Atheist United Church minister starting new secular community in Toronto
Rev. Gretta Vosper is seen at her West Hill United Church, in Toronto, on Wednesday, Aug. 5, 2015. (THE CANADIAN PRESS/Colin Perkel)
Michelle McQuigge, The Canadian Press
Published Wednesday, December 28, 2016 2:47PM EST
TORONTO -- A minister deemed unsuitable by the United Church for declaring herself an atheist is now at the heart of an effort to establish a type of church-style, secular community in Canada.
Gretta Vosper is one of about 10 founding members of Toronto's Oasis Network, believed to be the first of its kind in Canada and due to launch in February.
Oasis communities, which have sprung up in several locations across the United States, are non-faith-based groups that try to draw people together based on five broad-based principles.
Among them are notions that reality is best understood through reason rather than religious insight, and that the world's problems are best addressed by people rather than divine intervention.
Vosper sees setting up the community in Toronto as a natural extension of the work she's already doing at one of the city's churches.
The United Church criticized Vosper for declaring herself an atheist and will hold an ecclesiastical hearing in late 2017 to determine whether or not she will be defrocked as a minister.
Vosper is fighting to keep her job as the pastoral leader of the West Hill United Church in east Toronto and said her involvement with the Oasis community builds upon what she has tried to establish there.
"There's many elements of religion that will be picked up by Oasis, but they're not exclusive to religion," Vosper told The Canadian Press.
"Religion has carried them forward and done it very, very well in many ways, but also in many ways has done it with drastic results.

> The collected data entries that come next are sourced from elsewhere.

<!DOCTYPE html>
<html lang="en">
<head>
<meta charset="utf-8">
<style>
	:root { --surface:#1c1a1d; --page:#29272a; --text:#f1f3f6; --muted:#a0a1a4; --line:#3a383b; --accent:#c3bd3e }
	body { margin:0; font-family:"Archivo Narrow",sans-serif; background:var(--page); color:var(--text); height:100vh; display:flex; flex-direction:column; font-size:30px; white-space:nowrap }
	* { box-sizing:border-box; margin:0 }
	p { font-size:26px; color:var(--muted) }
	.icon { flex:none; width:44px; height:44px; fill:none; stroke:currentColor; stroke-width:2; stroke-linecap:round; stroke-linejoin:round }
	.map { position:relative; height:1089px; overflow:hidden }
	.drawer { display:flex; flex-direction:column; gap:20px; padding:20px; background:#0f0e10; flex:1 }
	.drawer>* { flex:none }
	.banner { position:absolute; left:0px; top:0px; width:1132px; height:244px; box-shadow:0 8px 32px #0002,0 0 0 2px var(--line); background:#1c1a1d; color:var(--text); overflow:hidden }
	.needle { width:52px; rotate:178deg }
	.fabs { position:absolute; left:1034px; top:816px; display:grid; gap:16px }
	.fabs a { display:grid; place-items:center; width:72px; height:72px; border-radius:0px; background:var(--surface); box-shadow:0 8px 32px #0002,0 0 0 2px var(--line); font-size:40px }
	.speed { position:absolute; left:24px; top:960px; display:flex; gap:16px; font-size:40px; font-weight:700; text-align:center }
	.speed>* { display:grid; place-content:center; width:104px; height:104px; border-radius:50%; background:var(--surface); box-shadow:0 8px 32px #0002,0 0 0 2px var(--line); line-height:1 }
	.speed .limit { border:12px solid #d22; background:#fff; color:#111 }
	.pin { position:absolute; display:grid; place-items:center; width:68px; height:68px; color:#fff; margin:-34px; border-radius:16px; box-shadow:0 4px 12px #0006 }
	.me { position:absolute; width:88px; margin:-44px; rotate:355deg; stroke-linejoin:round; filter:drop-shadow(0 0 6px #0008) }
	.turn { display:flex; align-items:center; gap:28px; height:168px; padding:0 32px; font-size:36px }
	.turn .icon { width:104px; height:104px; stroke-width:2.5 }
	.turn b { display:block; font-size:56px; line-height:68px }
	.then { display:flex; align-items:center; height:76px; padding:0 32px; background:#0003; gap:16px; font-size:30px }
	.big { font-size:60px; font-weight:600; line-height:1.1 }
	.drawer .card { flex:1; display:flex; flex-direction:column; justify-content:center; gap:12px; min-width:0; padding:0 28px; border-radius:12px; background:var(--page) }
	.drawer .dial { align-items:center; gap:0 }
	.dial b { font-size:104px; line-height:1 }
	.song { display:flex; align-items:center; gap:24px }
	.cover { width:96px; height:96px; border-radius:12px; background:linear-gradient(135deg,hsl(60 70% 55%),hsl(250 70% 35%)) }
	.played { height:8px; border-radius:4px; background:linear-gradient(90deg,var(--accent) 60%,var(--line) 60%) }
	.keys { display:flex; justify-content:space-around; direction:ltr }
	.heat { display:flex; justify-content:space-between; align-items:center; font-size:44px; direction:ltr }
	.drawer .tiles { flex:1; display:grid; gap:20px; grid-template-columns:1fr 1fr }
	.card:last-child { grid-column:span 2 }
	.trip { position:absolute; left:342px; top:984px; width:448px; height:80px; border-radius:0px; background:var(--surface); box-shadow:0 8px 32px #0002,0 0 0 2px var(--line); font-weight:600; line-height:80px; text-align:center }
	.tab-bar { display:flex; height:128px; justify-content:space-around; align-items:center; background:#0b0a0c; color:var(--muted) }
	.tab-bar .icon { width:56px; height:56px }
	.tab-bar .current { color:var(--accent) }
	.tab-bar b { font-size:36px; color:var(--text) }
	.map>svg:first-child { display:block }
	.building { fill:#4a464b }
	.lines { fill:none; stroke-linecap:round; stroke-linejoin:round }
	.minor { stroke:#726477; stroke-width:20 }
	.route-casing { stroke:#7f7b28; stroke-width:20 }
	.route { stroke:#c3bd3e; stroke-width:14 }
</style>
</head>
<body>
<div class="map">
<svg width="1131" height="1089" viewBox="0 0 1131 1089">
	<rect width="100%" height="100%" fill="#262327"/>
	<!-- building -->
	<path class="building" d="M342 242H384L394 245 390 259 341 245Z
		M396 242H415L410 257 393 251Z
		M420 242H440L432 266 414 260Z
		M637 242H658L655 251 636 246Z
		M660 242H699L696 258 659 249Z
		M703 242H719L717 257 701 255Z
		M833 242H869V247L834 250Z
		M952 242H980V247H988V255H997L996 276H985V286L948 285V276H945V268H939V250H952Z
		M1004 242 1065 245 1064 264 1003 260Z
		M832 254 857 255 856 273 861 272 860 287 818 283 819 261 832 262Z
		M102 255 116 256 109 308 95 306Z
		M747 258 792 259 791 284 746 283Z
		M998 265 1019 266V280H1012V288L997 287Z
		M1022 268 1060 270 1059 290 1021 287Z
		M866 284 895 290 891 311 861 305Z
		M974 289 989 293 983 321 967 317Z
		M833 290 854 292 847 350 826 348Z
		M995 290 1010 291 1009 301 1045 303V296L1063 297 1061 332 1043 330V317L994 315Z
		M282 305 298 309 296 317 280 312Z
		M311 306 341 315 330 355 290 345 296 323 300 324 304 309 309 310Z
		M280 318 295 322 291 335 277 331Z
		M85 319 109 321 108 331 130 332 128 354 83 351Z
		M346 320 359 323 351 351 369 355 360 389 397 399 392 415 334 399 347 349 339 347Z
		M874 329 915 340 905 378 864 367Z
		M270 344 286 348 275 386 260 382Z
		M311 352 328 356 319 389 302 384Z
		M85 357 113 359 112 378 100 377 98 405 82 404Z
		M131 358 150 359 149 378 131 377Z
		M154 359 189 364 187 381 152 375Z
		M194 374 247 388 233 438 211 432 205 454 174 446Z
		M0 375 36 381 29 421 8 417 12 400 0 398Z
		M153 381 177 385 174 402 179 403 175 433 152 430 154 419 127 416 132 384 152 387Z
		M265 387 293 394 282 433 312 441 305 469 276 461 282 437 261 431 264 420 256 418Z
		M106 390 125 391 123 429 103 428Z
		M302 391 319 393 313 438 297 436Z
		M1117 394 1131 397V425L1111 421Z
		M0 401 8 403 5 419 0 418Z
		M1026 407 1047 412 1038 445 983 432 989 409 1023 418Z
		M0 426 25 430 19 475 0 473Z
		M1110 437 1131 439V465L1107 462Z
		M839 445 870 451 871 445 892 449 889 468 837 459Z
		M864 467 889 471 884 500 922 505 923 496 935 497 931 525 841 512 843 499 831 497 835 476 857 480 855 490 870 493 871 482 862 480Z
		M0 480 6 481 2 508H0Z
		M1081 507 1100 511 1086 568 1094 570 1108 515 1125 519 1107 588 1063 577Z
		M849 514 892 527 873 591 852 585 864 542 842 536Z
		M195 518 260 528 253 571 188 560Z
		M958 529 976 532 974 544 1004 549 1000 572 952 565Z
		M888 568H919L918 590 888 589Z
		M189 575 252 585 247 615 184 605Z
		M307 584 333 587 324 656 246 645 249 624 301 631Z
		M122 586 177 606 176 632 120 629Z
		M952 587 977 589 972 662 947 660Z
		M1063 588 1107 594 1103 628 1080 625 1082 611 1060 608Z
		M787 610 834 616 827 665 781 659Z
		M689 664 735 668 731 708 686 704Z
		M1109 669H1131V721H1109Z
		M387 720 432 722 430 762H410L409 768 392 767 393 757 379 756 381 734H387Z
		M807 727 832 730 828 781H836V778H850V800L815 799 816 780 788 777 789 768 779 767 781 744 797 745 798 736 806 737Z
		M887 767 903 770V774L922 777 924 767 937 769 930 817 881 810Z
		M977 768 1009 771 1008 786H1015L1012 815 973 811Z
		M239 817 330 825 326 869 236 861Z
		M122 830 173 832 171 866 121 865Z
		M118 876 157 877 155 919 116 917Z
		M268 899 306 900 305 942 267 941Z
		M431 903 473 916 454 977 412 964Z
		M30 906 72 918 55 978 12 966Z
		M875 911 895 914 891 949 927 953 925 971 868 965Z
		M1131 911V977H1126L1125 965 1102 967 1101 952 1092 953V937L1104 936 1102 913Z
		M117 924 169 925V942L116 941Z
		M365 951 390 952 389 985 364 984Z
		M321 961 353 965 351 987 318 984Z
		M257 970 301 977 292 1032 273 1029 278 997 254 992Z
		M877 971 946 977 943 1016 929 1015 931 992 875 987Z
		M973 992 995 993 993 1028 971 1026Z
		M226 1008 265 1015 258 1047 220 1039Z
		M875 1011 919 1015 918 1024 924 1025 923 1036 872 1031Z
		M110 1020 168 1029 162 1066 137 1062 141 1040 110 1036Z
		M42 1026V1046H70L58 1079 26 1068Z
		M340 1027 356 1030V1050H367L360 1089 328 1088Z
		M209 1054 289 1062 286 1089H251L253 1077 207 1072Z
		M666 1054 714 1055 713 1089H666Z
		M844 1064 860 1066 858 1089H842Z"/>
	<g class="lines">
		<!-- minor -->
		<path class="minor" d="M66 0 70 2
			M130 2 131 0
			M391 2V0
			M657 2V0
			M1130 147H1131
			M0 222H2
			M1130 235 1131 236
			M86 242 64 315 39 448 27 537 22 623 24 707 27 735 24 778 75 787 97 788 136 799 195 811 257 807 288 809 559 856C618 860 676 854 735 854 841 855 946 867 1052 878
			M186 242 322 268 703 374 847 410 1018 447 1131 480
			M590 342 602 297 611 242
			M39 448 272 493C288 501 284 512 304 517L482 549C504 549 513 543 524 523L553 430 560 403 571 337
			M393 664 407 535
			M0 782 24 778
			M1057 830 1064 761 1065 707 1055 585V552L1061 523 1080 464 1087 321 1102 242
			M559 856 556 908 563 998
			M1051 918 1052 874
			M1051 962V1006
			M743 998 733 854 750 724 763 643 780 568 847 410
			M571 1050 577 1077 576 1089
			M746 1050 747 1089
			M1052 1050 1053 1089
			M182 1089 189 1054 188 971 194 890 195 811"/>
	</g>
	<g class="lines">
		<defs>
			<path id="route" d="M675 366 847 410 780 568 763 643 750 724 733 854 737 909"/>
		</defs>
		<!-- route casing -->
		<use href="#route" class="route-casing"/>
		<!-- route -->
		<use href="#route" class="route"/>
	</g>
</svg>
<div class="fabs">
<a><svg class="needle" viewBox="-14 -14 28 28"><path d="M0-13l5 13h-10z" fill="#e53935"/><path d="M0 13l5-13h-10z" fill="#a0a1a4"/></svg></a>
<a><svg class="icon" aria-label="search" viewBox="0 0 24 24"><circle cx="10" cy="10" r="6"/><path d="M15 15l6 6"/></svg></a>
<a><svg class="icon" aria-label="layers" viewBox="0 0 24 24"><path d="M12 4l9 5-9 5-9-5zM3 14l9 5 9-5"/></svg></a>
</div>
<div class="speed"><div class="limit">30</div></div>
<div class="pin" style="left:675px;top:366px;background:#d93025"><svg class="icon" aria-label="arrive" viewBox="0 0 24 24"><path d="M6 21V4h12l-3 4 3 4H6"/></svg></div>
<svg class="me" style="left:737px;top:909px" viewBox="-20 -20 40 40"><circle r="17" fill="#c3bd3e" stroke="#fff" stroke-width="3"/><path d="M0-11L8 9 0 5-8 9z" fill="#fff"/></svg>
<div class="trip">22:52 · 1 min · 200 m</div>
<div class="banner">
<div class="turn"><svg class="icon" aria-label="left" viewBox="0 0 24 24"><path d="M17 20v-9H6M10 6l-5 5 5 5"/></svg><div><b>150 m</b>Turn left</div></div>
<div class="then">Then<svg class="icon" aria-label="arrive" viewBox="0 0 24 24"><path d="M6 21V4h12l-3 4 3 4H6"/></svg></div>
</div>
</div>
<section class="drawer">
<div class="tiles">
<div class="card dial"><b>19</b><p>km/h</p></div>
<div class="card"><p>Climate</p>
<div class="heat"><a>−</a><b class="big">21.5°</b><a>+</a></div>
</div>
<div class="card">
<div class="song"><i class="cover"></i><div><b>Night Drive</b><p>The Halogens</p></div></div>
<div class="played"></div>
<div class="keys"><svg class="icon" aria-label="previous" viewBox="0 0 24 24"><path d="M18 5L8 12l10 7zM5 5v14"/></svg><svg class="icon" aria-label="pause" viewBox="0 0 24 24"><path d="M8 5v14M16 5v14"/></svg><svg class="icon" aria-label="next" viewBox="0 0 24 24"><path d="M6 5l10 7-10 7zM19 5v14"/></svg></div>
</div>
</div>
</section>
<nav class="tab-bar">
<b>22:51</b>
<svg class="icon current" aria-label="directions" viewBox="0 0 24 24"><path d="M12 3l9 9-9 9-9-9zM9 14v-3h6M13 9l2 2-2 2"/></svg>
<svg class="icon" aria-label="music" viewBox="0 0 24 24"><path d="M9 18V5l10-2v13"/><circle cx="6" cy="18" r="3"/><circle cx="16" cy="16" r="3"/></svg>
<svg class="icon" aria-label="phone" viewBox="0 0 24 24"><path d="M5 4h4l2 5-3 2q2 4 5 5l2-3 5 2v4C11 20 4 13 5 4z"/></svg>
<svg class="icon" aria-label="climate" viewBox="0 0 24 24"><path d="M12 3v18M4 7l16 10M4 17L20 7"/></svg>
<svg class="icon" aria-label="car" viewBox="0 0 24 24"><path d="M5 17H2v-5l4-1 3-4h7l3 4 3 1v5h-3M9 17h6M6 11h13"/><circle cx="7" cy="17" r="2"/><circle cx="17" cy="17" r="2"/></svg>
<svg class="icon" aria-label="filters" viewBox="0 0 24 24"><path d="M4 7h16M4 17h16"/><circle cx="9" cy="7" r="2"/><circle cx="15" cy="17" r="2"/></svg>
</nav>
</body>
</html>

So to distill the best elements of religion in a way that can allow them to be embraced by an increasingly secular world I think is important, and that's what we're doing."
Oasis will maintain many trappings of a traditional church, she said.
The group will gather on Sunday mornings, often seen as the time best-suited for family activities, and congregate in a multi-faith centre in downtown Toronto.
They will offer programs for children while adults listen to a guest speaker or a local musician.
Gatherings will not centre around a single leader, but will instead be shaped by the guest presenters who will help lead discussions of topics that are relevant to the community.
Vosper said the group is open to anyone who shares the five core principles of Oasis: "people are more important than beliefs," "reality is known through reason," "human hands solve human problems," "meaning comes from making a difference, and "be accepting and be accepted."
She said the goal is to create a free-thinking, compassionate community that offers many of the same benefits regular church-goers have experienced.
Vosper said the group is far from an atheist community, adding people of all religious convictions are welcome.
Vosper emerged as a controversial figure in United Church circles when she renounced belief in God and the bible in 2013. She recently told a Church review panel that she identified as an atheist as a sign of solidarity with those who were persecuted for challenging religious fundamentalism or extremism.
In September that review committee issued a report saying Vosper's lack of belief in God, Jesus Christ or the Holy Spirit made her "not suitable" as a minister.
Vosper, 58, who was ordained in 1993, joined her West Hill congregation in 1997 and has been up front about her beliefs for years.
Things came to a head after she wrote an open letter to the church's spiritual leader following the Charlie Hebdo massacre in Paris in January 2015, pointing out that belief in God can motivate bad behaviour.
The general secretary of the church's council decided on the review of her fitness to preach.
Congregation members and fellow ministers have supported her throughout the controversy, with one retired leader asking to be defrocked as a show of support.